What this task involves:
In the material below, find all lines with the string "JSON" and copy them.

Information provided:
=-=-=-=-=

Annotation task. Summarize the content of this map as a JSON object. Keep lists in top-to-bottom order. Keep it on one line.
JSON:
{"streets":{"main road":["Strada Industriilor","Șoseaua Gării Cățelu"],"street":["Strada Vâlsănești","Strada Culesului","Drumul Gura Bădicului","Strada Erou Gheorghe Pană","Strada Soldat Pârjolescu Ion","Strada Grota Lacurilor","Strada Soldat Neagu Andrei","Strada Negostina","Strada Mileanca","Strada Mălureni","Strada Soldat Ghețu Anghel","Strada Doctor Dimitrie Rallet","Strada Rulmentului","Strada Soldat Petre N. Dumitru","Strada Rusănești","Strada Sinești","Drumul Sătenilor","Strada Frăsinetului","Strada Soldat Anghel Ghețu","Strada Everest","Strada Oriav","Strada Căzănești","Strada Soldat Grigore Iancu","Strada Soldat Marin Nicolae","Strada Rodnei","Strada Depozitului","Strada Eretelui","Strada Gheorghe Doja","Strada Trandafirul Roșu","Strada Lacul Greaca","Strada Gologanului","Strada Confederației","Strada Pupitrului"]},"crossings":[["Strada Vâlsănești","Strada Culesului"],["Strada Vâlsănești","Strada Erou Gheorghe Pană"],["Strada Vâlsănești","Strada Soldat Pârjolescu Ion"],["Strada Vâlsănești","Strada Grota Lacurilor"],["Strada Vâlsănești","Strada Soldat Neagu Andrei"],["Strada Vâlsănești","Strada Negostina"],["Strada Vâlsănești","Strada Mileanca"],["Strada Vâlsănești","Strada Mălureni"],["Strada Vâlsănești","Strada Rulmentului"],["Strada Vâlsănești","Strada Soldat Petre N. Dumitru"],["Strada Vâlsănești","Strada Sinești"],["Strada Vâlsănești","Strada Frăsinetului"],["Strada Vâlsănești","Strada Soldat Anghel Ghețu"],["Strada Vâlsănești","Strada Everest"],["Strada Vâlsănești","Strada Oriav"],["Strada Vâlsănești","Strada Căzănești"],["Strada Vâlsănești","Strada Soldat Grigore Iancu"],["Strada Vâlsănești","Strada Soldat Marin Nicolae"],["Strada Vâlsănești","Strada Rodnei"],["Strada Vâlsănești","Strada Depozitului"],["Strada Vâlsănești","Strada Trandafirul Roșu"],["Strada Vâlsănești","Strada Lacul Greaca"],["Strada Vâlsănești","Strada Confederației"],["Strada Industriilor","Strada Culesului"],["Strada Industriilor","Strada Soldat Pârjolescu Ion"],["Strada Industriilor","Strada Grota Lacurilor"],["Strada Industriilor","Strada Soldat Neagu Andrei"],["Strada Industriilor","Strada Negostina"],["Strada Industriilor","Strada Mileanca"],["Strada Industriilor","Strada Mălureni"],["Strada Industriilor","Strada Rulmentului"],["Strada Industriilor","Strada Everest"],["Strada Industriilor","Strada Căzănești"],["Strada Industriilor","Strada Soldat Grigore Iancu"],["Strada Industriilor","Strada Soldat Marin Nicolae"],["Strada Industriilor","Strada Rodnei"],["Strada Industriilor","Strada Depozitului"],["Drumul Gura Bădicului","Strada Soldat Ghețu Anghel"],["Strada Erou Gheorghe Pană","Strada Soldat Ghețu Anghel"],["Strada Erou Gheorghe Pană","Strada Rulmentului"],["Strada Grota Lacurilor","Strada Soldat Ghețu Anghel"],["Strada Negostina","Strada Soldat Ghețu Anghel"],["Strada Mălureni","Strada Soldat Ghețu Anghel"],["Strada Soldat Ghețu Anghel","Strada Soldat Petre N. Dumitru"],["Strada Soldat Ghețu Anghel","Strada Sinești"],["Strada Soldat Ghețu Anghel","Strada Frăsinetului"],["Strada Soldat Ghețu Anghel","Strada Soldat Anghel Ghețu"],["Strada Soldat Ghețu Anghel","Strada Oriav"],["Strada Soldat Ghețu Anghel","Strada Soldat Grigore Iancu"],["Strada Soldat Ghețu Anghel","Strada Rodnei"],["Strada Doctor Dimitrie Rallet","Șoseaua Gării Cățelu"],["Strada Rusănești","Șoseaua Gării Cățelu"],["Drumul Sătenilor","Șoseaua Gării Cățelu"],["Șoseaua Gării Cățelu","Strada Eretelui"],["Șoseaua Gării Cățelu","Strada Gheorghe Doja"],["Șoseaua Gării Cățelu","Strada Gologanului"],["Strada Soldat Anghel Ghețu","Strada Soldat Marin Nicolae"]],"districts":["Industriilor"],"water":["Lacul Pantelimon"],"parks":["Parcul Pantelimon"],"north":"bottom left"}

=-=-=-=-=

Solution to this task:
Annotation task. Summarize the content of this map as a JSON object. Keep lists in top-to-bottom order. Keep it on one line.
JSON:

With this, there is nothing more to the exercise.